In certain embodiments, the film may further include a base layer
such as a PET layer over the photoresist layer 55.
[0040] In the illustrated embodiment, the black layer 53 contains a
black pigment, but is substantially free of a photosensitive
material. The composition of the black layer 53 will be later
described in detail. The illustrated bus electrode layer 54
contains a metal such as silver, but is substantially free of a
photosensitive material. The photoresist layer 55 is formed of a
material commercially available for use as a photoresist. In
certain embodiments, however, the bus electrode layer 54 may
contain a photosensitive material. In the illustrated embodiment,
the black layer 53 has a thickness between about 10 .mu.m and about
20 .mu.m. The bus electrode layer 54 may have a thickness between
about 10 .mu.m and about 30 .mu.m. The photoresist layer 55 may
have a thickness between about 3 .mu.m and about 15 .mu.m.

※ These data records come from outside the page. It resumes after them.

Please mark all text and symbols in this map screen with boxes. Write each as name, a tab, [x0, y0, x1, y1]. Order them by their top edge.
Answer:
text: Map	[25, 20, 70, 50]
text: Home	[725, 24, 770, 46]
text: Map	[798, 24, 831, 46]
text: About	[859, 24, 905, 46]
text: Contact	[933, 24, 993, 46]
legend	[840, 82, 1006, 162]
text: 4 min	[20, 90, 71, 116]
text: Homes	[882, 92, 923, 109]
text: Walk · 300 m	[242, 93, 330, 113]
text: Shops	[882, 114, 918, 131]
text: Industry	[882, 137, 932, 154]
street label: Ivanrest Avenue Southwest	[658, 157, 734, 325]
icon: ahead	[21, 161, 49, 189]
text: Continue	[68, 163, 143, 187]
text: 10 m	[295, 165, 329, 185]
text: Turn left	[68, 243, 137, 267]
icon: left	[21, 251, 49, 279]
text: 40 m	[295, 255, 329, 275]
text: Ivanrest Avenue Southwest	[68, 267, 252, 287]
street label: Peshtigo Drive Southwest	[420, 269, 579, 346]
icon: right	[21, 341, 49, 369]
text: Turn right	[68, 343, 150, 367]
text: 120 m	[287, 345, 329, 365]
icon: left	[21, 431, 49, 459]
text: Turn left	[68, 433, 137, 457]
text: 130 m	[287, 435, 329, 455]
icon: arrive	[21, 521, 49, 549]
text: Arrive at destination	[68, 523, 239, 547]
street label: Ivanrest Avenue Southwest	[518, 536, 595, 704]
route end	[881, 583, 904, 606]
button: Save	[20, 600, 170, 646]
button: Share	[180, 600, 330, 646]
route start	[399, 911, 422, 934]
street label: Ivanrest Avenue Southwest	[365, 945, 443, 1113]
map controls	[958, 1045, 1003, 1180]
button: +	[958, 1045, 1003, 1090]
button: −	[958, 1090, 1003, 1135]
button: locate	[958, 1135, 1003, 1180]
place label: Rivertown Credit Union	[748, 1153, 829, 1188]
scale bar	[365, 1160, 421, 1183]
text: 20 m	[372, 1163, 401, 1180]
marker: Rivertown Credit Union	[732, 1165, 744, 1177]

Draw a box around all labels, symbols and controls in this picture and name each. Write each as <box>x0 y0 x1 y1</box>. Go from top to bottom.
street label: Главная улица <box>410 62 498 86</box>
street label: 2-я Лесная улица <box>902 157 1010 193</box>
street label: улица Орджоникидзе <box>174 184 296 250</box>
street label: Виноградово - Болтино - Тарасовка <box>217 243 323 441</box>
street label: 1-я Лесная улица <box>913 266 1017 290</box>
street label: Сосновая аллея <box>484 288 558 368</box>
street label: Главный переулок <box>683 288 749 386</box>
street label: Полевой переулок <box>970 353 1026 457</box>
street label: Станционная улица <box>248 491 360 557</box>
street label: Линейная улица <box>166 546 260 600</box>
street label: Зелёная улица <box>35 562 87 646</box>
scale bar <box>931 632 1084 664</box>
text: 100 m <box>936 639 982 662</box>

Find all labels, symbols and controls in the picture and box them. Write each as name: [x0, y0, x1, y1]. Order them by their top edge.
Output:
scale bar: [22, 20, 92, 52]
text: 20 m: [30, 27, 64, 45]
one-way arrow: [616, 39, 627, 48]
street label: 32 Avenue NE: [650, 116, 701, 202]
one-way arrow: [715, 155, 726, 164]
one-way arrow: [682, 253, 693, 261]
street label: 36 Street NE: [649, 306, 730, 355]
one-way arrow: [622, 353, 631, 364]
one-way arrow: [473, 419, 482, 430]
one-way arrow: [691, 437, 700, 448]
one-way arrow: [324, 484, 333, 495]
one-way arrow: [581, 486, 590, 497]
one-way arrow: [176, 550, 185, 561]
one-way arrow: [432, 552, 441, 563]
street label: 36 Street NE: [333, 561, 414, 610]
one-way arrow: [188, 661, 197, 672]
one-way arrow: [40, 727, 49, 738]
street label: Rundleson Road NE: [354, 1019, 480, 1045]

[0041] Then, a photomask 57 is provided over the photoresist layer
55. The photomask 57 has a pattern for exposing surfaces of the
photoresist layer 55 under which the black and bus electrodes are
to be formed. Next, light, including, but not limited to, UV, is
illuminated onto the photomask 57. At this step, the light
penetrates through the photoresist layer 55 and hardens the
portions 55a of the photoresist layer 55 under the exposed
surfaces, as shown in dotted lines in FIG. 5C.
[0042] Subsequently, as shown in FIG. 5D, the photomask 57 is
removed and the layers are treated with an alkaline developing
solution. At this step, portions of the photoresist layer 55 under
unexposed surfaces are removed by the solution. Portions of the bus
electrode layer 54a and the black layer 53a under the unexposed
surfaces of the photoresist layer 55 are also removed at this step.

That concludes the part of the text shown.